RDA Research Data Alliance Plenary 13 at Philadelphia, Day 1
Under the motto “With Data comes Responsibility”, the RDA 13th plenary at the beautiful city of Philadelphia.
Morning, 8:30-11:00
Very interesting opening keynote by Julia D. Stoyanovich on responsible data science and bias against legally protected communities in machine learning algorithms. This is caused by lack of representation of certain groups in the data that powers these algorithms, among many other causes. Link to documentation here.
Post-meeting
Ralph Mueller showed me the MASI system, which extracts metadata automatically from files uploaded to the system, according to a pre-defined set of metadata schemas. It has modular ingestion capabilities for multiple file types.
Another work in progress is an end-to-end data management solution being developed by the GeRDI.
This is promising as a way to automatically extract metadata from resources deposited in our platform, Dendro.
Morning Breakout 1 11:30-13:00
Collaborative Session Notes: here
Requirements were that users would:
- Provide the minimum possible input
- Import as much as possible from existing systems to help create maDMPs.

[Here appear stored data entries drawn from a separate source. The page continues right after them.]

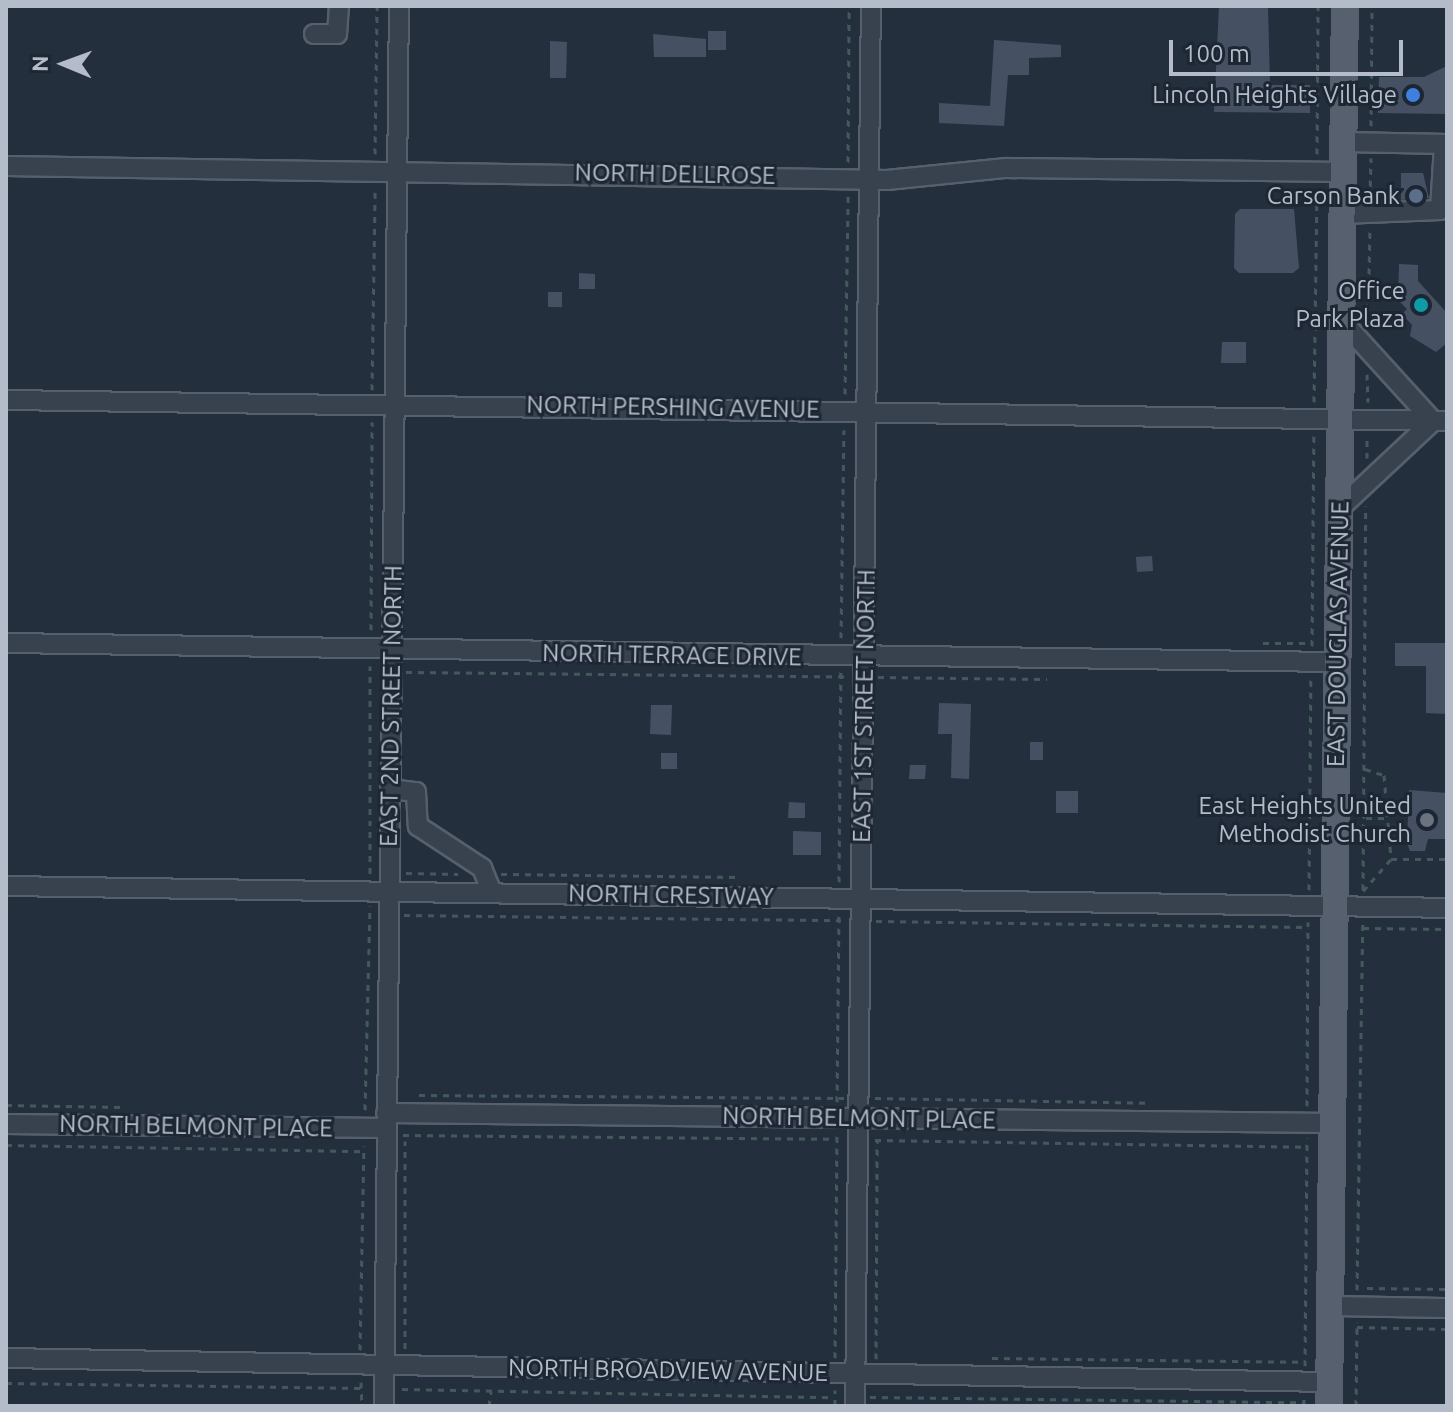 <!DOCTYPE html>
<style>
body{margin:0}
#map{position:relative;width:1453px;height:1412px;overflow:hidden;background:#242f3e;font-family:Ubuntu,sans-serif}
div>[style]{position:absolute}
.building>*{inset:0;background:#455162}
.path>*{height:3px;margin-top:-1.5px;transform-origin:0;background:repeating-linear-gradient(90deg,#44595c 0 6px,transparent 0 12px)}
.roads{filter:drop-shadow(2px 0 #565f6c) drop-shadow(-2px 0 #565f6c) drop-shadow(0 2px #565f6c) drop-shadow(0 -2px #565f6c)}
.minor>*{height:18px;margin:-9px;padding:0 9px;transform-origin:9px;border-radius:9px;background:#38414e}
.major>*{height:24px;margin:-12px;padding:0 12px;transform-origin:12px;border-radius:12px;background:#56606e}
.dots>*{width:22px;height:22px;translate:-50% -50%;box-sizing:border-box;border:4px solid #1d2633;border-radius:50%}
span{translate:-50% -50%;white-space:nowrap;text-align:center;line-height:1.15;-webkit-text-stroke:6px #1d2633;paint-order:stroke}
.poi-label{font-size:24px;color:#b4bcc9}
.right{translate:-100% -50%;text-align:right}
.street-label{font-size:24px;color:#b4bcc9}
.frame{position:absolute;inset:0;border:8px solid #b4bcc9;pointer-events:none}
.north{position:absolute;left:24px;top:24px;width:80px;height:80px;-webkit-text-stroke:6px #1d2633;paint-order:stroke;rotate:271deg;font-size:22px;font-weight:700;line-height:32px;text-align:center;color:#b4bcc9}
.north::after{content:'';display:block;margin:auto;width:28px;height:36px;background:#b4bcc9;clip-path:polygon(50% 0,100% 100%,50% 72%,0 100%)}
.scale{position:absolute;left:1169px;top:40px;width:234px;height:36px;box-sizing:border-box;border:4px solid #b4bcc9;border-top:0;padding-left:10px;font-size:24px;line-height:28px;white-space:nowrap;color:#b4bcc9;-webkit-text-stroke:6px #1d2633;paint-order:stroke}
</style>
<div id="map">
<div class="building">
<div style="clip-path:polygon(1219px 6px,1268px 6px,1270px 85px,1310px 85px,1310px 113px,1214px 112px)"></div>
<div style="clip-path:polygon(708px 31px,726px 31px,726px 50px,708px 50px)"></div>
<div style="clip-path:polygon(653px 34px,706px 39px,706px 57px,654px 57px)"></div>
<div style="clip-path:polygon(994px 40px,1061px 45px,1061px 57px,1029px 58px,1029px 75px,1008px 75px,1004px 126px,939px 123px,939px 103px,990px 106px)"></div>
<div style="clip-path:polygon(550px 41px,567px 42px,566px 78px,550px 78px)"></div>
<div style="clip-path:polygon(1447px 66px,1447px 114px,1378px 113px,1379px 77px,1424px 77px)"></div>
<div style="clip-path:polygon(1401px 173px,1423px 173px,1429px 198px,1401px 200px)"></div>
<div style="clip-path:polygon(1240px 209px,1294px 209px,1299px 268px,1293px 273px,1239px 273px,1234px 268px,1235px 214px)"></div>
<div style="clip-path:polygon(1399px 264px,1418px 265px,1418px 281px,1447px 313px,1447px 343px,1436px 352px,1410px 336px,1412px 325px,1402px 314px,1407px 309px,1398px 300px)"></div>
<div style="clip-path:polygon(579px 273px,595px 274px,595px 289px,579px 289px)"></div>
<div style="clip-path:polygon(548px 292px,562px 292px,562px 307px,548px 307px)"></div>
<div style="clip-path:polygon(1222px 342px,1246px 342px,1246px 363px,1221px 363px)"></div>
<div style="clip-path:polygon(1152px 556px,1153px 571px,1137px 572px,1136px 557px)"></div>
<div style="clip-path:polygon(1395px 643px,1447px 643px,1447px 714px,1426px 713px,1426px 666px,1395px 666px)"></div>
<div style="clip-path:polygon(939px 703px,971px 704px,969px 779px,951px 778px,952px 734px,938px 734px)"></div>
<div style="clip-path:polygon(651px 705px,672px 705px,671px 735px,650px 734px)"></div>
<div style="clip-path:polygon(1030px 742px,1043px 742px,1043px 760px,1030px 760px)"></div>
<div style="clip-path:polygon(661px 753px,677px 753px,677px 769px,661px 769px)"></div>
<div style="clip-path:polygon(910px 765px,926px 765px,925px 779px,909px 779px)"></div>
<div style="clip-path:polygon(1409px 790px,1447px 793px,1447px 839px,1428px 839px,1425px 851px,1410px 851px,1407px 843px)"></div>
<div style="clip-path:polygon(1056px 791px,1078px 791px,1078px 813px,1056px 813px)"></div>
<div style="clip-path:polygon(789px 802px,805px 803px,805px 818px,788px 818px)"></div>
<div style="clip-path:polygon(793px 831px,821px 832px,821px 855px,793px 855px)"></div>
</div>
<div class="path">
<div style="left:1371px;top:126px;width:120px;rotate:-89.5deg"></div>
<div style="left:375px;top:154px;width:148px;rotate:-89.2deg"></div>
<div style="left:1317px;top:154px;width:148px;rotate:-89.6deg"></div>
<div style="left:848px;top:162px;width:156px;rotate:-89.6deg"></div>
<div style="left:1370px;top:198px;width:40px;rotate:-88.6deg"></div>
<div style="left:1368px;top:322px;width:92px;rotate:-88.8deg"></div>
<div style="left:1367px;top:374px;width:28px;rotate:88deg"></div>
<div style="left:372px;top:390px;width:200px;rotate:-89.1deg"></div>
<div style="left:845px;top:394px;width:200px;rotate:-89.1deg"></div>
<div style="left:1314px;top:402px;width:212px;rotate:-89.2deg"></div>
<div style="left:1367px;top:458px;width:20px;rotate:-90deg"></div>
<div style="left:371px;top:630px;width:208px;rotate:-89.7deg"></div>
<div style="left:841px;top:638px;width:208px;rotate:-89.2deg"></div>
<div style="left:1263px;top:643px;width:49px"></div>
<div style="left:1312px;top:646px;width:212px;rotate:-89.5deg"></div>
<div style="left:406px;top:672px;width:441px;rotate:0.6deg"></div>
<div style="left:878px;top:677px;width:169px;rotate:0.7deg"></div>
<div style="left:1365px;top:769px;width:20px;rotate:18deg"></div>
<div style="left:1384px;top:775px;width:84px;rotate:85.2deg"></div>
<div style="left:1366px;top:818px;width:24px"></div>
<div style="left:406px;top:873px;width:52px;rotate:1.1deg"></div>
<div style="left:370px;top:874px;width:208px;rotate:-90deg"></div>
<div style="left:501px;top:874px;width:236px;rotate:0.7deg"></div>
<div style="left:839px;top:882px;width:212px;rotate:-89.5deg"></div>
<div style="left:1309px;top:890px;width:212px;rotate:-89.5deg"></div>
<div style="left:1363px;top:890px;width:384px;rotate:-89.6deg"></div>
<div style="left:1363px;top:891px;width:43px;rotate:-48.8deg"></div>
<div style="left:1391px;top:859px;width:56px"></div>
<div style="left:404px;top:915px;width:437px;rotate:0.7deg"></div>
<div style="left:876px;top:921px;width:432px;rotate:0.8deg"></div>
<div style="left:1363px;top:928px;width:84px;rotate:0.7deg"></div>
<div style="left:419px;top:1095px;width:425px;rotate:0.4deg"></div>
<div style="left:875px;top:1098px;width:273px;rotate:1deg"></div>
<div style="left:837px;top:1102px;width:188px;rotate:-89.4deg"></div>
<div style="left:6px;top:1105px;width:114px;rotate:1deg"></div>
<div style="left:1307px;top:1106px;width:184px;rotate:-89.7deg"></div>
<div style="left:365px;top:1110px;width:204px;rotate:-88.6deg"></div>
<div style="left:403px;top:1135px;width:432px;rotate:0.5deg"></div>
<div style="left:875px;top:1140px;width:432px;rotate:0.9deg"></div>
<div style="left:6px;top:1145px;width:357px;rotate:1deg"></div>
<div style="left:1367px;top:1288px;width:80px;rotate:0.7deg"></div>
<div style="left:1357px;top:1290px;width:368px;rotate:-89.1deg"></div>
<div style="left:1357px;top:1327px;width:90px;rotate:1.3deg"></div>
<div style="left:405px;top:1349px;width:208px;rotate:-90deg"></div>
<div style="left:360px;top:1350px;width:204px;rotate:-88.9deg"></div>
<div style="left:835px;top:1358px;width:224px;rotate:-89.5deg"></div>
<div style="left:992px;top:1358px;width:313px;rotate:0.7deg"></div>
<div style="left:876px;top:1359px;width:219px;rotate:-89.7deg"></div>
<div style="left:1305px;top:1366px;width:228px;rotate:-89.5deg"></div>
<div style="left:361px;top:1382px;width:24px;rotate:88deg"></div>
<div style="left:6px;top:1383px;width:356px;rotate:0.8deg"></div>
<div style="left:402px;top:1389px;width:432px;rotate:1.1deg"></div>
<div style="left:870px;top:1397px;width:434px;rotate:0.7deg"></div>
<div style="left:489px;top:1406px;width:15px;rotate:-82deg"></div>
<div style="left:835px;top:1406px;width:16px;rotate:-90deg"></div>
<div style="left:1304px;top:1406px;width:8px;rotate:-90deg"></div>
<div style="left:1356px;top:1406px;width:84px;rotate:-89.3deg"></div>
</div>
<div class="roads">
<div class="minor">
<div style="left:314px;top:34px;width:23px"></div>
<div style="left:337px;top:34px;width:28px;rotate:-86deg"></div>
<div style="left:1343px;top:142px;width:104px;rotate:1.1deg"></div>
<div style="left:6px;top:166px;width:881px;rotate:0.91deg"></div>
<div style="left:887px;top:180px;width:120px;rotate:-5.8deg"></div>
<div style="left:1006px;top:168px;width:337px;rotate:0.7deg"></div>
<div style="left:1342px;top:214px;width:98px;rotate:-2.3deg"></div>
<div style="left:1440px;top:210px;width:66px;rotate:-86.5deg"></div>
<div style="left:6px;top:400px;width:1441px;rotate:0.83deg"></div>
<div style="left:1339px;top:509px;width:129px;rotate:-43.1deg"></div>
<div style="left:1433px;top:421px;width:135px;rotate:-132.3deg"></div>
<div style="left:6px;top:643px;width:1332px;rotate:0.82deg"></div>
<div style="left:390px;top:789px;width:26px;rotate:7deg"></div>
<div style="left:416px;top:792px;width:34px;rotate:87deg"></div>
<div style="left:418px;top:826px;width:77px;rotate:33.3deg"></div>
<div style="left:482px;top:868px;width:27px;rotate:68deg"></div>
<div style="left:6px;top:886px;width:1441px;rotate:0.87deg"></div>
<div style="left:386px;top:1113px;width:947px;rotate:0.61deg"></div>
<div style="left:6px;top:1124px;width:380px;rotate:0.6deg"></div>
<div style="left:1330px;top:1306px;width:117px;rotate:1deg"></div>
<div style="left:6px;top:1358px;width:1324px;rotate:1.04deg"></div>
<div style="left:384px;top:1406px;width:1400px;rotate:-89.39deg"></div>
<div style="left:855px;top:1406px;width:1400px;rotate:-89.35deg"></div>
</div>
<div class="major">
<div style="left:1329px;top:1406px;width:1400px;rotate:-89.35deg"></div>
</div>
</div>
<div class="dots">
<div style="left:1413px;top:95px;background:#3f7fe0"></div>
<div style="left:1416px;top:196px;background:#5c6f8a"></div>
<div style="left:1421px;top:305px;background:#0f9aa8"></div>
<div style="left:1427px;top:820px;background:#6b7280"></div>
</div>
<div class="poi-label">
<span class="right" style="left:1397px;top:95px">Lincoln Heights Village</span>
<span class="right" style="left:1400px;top:196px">Carson Bank</span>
<span class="right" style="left:1405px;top:305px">Office<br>Park Plaza</span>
<span class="right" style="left:1411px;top:820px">East Heights United<br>Methodist Church</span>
</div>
<div class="street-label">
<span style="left:675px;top:174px;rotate:1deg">NORTH DELLROSE</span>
<span style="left:673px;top:407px;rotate:1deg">NORTH PERSHING AVENUE</span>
<span style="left:1338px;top:634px;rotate:-89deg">EAST DOUGLAS AVENUE</span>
<span style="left:672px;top:655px;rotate:1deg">NORTH TERRACE DRIVE</span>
<span style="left:391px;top:706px;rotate:-89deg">EAST 2ND STREET NORTH</span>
<span style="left:864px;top:706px;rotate:-89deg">EAST 1ST STREET NORTH</span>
<span style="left:671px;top:895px;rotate:1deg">NORTH CRESTWAY</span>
<span style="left:859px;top:1118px;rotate:1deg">NORTH BELMONT PLACE</span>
<span style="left:196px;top:1126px;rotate:1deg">NORTH BELMONT PLACE</span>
<span style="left:668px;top:1370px;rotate:1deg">NORTH BROADVIEW AVENUE</span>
</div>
<div class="frame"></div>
<div class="north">N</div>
<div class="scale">100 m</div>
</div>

Goal: get estimations and recommendations
Goal: update DMP with real intormation by reusing (linking) info from other systems like GitHub.
Porcesses help identify
Tasks performed by stakeholders
- ICT operator needs to provide costs of storage Systems needed to be put in replacement
- is there a need for a repository?
- Costing service concepts to be developed or agreerd
- cost model for storage
Processes are useful in deploying maDMPs Allow us to narrow down the focus of this WG
Common model does not contain business logic
Common model is an information carrier.
The model for maDMPs diagrams
The model diagram is available on GitHub. See it below:
Metadata is not about capturing the full metadata of the Dataset, but rather to link to the standard in which the metadata is represented, because there are many standards
A FAQ on the model is also available
Use cases for adoption
DMPs - System integration Funders, Authentication & administration, Repositories, Repository Registries, IT Services.
Further notes
How to integrated maDMP in a workflow where there is already data that needs to be added to the maDMP (reuse, build on existing work)? How to verify that data was actually produced according to a pre-specified maDMP? Pre-reserve PIDs for later automated verification of compliance? Integration between Dendro dataset deposit interface and maDMP creation tools. Formalisation of the Common DMP Model as OWL ontology in progress.
Afternoon Breakout 2 14:30-13:00
What is a common definition of a Commons? An issue is that it lacks a common definition. Many groups have their own repositories, but these become silos.
At the lowest layer, you have some sort of hardware. HPC, cloud, tape, etc. FAIR is at this layer. Interoperability, Identification, Data Citation, Metadata.
After you have the data at the hardware, you need to build APIs. Build piping to connect the hardware to the upper layers. On top, you have identity management and Authorization and Authentication.
On top, transformation layer with a data connection switchboard, which allows you to change data between formats. You need to have then queryability and findability. If you use Google, you are gonna use BigTable.
Workspace is the Notebook kind of thing. Then on top you have the analytics modules to do the interesting stuff.